I sondaggi degli ultimi giorni sembrano premiare la sua campagna elettorale, sia rispetto alle politiche quando il centrosinistra si fermò al 17,60% sia rispetto ai sondaggi di qualche settimana fa. La coalizione di liste messa insieme da lei supera il 30%. Ma la distanza con il candidato di centrodestra Marco Marsilio è ancora grande. È fiducioso?
I sondaggi valgono come tendenza e vanno letti nel loro complesso e il dato vero è che noi siamo in netta rimonta, avendo guadagnato oltre 10 punti in poche settimane, mentre loro stanno arretrando. Aspettiamo i dati reali. Sono fiducioso.
Il Pd è solo una delle tante liste della coalizione “civica” che la sostiene e, a differenza dei leader e dei ministri di M5s e Lega che hanno fatto più di una puntata nella regione, i leader del Pd si sono visti poco. E' stata una precisa scelta?
Quello che ho voluto mettere in campo è un progetto politico nuovo. Ci sono otto liste, compresa naturalmente a quella del Pd: la maggior parte sono vere e proprie liste civiche, che raccolgono personalità provenienti da varie esperienze e culture, qualcuno anche dal centro, altre sono liste civiche promosse anche da formazioni politiche come Più Europa. Ho voluto costruire una alleanza con progressisti, cattolici e liberali con forte radicamento nel terrotorio. Ho chiesto al Pd di farne parte e di sostenerci, il che è accaduto, come testimoniato anche da leader che sono venuti in Abruzzo come Paolo Gentiloni Nicola Zingaretti e Maurizio. Ma ho anche voluto che il Pd non fosse il centro gravitazionale della coalizione, che è invece questa rete “civica” del tutto nuova. Io stesso, essendo stato lontano dalla politica negli ultimi cinque anni, ho garantito un profilo di indipendenza.

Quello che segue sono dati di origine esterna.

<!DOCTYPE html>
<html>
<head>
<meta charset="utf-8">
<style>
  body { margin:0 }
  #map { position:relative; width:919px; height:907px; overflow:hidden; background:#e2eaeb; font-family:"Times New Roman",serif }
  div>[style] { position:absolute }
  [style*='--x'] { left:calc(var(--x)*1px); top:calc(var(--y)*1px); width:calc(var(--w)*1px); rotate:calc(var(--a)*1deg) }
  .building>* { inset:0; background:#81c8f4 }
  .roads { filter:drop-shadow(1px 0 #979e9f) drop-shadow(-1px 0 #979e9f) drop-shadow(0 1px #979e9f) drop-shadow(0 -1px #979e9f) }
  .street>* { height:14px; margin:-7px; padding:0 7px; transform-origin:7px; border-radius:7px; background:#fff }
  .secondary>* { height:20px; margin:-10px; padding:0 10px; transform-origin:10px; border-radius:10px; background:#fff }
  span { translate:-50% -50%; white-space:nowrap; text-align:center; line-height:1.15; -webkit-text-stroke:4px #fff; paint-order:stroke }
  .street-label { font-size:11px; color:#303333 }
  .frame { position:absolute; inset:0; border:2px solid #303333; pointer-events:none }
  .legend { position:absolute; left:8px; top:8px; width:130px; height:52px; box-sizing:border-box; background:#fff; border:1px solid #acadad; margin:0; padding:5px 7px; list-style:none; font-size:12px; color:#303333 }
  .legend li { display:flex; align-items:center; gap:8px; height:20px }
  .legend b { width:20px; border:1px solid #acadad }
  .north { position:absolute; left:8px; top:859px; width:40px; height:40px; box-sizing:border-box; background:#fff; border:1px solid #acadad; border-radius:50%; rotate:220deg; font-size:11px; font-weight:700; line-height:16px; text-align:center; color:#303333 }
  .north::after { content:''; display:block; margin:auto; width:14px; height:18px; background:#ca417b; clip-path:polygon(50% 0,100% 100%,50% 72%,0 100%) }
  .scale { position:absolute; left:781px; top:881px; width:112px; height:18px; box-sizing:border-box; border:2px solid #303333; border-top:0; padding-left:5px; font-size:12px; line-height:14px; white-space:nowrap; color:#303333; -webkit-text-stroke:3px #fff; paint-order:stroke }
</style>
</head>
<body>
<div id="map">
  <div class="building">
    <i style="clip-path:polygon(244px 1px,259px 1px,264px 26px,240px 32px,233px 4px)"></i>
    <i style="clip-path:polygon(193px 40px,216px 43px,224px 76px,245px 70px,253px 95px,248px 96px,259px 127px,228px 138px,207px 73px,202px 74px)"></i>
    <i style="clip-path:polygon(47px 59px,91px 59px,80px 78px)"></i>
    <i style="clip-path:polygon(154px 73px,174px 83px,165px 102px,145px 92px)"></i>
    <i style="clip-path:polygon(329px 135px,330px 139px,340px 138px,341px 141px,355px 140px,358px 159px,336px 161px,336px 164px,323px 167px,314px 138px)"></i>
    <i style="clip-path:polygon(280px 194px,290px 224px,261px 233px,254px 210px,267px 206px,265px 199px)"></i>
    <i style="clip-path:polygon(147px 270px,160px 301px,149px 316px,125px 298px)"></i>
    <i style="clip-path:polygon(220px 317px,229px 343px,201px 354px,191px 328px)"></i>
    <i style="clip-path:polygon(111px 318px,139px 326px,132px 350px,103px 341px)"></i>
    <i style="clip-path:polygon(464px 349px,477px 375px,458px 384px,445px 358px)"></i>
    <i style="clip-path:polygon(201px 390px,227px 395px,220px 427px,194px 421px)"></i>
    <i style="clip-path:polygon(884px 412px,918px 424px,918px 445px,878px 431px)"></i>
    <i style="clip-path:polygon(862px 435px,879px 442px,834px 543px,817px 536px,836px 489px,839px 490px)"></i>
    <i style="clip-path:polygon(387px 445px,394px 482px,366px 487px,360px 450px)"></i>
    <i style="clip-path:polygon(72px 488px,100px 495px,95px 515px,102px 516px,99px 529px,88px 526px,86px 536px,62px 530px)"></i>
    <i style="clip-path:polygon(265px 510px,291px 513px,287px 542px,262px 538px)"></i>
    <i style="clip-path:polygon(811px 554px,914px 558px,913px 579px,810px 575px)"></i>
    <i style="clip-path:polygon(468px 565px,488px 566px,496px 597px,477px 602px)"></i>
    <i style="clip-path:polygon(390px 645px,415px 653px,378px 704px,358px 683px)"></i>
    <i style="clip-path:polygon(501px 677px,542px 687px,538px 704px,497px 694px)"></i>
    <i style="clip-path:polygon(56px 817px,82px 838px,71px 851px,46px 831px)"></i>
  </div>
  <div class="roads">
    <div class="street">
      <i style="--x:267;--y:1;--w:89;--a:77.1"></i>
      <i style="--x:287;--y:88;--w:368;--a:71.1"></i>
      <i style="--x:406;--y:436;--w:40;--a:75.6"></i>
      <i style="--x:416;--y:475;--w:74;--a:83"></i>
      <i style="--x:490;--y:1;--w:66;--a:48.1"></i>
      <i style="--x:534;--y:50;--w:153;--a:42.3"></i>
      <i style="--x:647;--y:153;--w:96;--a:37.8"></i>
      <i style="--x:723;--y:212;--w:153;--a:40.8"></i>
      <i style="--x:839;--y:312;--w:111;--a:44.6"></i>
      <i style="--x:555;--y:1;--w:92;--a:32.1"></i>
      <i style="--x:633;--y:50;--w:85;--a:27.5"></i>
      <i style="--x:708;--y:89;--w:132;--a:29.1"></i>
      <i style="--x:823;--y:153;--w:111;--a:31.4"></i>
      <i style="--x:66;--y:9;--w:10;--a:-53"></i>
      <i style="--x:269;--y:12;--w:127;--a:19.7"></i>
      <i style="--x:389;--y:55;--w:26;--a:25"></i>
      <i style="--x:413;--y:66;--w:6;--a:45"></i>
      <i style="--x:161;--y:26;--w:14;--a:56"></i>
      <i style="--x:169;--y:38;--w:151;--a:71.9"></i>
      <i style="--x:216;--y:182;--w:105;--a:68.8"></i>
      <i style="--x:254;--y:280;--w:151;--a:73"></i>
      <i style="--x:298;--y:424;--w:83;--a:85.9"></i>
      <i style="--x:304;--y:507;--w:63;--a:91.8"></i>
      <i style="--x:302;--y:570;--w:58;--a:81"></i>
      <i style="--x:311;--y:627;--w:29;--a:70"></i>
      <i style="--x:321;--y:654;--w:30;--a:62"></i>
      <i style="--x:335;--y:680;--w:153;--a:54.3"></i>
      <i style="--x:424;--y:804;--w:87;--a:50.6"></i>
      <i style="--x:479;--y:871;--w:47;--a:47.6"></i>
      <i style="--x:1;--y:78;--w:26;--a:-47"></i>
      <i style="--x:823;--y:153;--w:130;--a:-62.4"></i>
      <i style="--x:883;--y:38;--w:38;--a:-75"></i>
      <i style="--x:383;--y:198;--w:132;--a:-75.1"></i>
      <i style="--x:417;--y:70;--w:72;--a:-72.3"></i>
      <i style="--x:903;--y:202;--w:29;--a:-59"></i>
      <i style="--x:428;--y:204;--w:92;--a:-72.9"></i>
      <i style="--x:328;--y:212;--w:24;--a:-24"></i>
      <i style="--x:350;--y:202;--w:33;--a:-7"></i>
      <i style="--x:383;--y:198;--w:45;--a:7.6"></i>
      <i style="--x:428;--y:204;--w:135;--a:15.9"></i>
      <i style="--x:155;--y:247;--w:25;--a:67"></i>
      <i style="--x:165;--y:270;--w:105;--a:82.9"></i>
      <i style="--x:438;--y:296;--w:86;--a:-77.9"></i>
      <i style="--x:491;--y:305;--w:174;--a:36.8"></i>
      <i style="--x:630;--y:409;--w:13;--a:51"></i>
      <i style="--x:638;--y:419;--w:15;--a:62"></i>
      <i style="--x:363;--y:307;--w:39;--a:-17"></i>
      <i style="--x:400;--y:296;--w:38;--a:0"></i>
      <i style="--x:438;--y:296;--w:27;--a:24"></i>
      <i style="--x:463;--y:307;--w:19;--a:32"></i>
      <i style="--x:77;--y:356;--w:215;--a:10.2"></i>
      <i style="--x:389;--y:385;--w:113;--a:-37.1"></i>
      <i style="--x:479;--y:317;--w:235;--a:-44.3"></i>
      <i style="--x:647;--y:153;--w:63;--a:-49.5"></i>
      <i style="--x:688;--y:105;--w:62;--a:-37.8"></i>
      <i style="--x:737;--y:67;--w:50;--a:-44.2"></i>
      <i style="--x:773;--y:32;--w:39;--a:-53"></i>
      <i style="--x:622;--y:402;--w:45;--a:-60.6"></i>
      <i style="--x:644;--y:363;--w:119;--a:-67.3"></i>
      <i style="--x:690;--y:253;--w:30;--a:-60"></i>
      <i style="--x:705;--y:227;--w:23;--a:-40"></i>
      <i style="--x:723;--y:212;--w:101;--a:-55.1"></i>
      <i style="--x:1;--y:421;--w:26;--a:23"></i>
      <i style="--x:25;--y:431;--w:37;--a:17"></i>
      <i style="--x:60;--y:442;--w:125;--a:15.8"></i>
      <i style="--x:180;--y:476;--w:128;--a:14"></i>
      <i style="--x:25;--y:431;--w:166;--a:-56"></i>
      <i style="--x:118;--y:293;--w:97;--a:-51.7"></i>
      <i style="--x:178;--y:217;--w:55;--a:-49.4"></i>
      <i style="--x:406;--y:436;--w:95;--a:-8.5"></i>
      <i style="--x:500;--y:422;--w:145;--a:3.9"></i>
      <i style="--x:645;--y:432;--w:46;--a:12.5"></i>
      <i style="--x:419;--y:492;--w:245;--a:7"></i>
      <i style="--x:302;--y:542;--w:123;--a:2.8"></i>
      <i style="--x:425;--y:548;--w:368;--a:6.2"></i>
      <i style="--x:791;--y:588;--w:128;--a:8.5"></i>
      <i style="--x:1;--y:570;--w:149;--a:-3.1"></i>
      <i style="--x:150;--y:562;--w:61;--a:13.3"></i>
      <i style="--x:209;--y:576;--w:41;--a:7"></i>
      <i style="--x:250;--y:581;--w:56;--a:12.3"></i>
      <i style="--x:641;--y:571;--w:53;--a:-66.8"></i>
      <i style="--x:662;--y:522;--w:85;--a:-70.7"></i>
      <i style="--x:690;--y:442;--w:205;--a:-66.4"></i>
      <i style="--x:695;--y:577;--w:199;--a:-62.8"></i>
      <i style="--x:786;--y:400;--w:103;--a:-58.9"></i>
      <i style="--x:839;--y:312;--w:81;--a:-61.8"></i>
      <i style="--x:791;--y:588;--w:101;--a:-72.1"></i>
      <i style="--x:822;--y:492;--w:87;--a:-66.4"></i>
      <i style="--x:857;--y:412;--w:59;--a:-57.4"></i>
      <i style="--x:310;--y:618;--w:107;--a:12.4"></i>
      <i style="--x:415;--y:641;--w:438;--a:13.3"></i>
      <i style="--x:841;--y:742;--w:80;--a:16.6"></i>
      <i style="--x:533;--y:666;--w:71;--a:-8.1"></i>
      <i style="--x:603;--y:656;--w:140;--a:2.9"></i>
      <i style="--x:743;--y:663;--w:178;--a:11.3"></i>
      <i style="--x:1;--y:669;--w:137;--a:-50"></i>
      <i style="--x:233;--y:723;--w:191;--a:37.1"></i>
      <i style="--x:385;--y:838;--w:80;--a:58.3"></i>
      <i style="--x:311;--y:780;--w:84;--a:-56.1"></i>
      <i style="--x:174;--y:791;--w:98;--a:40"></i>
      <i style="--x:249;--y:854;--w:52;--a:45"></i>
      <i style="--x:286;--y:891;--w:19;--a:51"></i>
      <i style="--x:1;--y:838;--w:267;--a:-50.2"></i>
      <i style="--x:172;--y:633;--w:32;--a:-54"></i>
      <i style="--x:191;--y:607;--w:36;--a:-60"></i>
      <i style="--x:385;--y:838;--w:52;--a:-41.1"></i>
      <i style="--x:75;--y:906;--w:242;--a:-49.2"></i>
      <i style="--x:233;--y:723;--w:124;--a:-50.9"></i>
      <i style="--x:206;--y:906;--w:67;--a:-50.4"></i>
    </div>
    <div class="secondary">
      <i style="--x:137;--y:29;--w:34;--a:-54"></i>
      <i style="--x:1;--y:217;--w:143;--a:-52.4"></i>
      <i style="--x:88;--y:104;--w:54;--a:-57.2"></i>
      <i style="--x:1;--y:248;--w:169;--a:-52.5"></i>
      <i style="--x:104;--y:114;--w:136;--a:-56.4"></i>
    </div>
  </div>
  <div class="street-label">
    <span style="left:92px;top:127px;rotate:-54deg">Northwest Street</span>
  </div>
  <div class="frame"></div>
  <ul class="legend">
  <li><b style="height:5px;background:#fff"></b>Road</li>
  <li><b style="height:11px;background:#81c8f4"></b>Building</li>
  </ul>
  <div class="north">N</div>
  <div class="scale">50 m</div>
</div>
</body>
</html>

Questo esperimento più essere trasferito a livello nazionale? Un centrosinistra che vada oltre il Pd e si apra alla società civile già alle prossime europee?
Io penso che sarà interessante vedere che cosa accadrà il 10 febbraio in Abruzzo e il 24 febbraio in Sardegna e verificare se sarà premiato lo sforzo di andare oltre i partiti e di produrre una forte apertura alla società civile. Dopodiché la partita nazionale delle europee di maggio ha ben altri contenuti e rilevanza. I leader e i ministri della Lega e del M5s stanno invadendo l'Abruzzo, segno che la partita abruzzese può avere una valenza politica più generale. La nostra scelta di una coalizione civica e popolare ci porta ad interpretare direttamente, io come candidato presidente e i molti candidati consiglieri, la competizione elettorale dandole un segno di autonomia e riscatto di terra ferita ma anche con grandi potenzialità ed opportunità.
Quali sono le sue priorità per l'Abruzzo?
Le ricostruzioni post-terremoto, innanzitutto. Non solo il terremoto dell'Aquila del 2009, la cui ricostruzione è in fase avanzata ma va completata, ma soprattutto quello che ha colpito l'Italia centrale nel 2016 e nel 2017 che deve sostanzialmente ancora partire. Punto molto, inoltre, sulla riforma radicale dell'istituzione regionale, che è distante dai cittadini, lenta e poco efficace. Puntiamo inoltre a recuperare l'autorevolezza e la forza della missione legislativa regionale e un modello di governance indirizzato verso tre macro obiettivi: creare opportunità di lavoro e crescita delle imprese, garantire l'effettivo diritto alla salute di tutti, promuovere la valorizzazione e il recupero dei beni ambientali e culturali di cui l'Abruzzo è ricchissimo.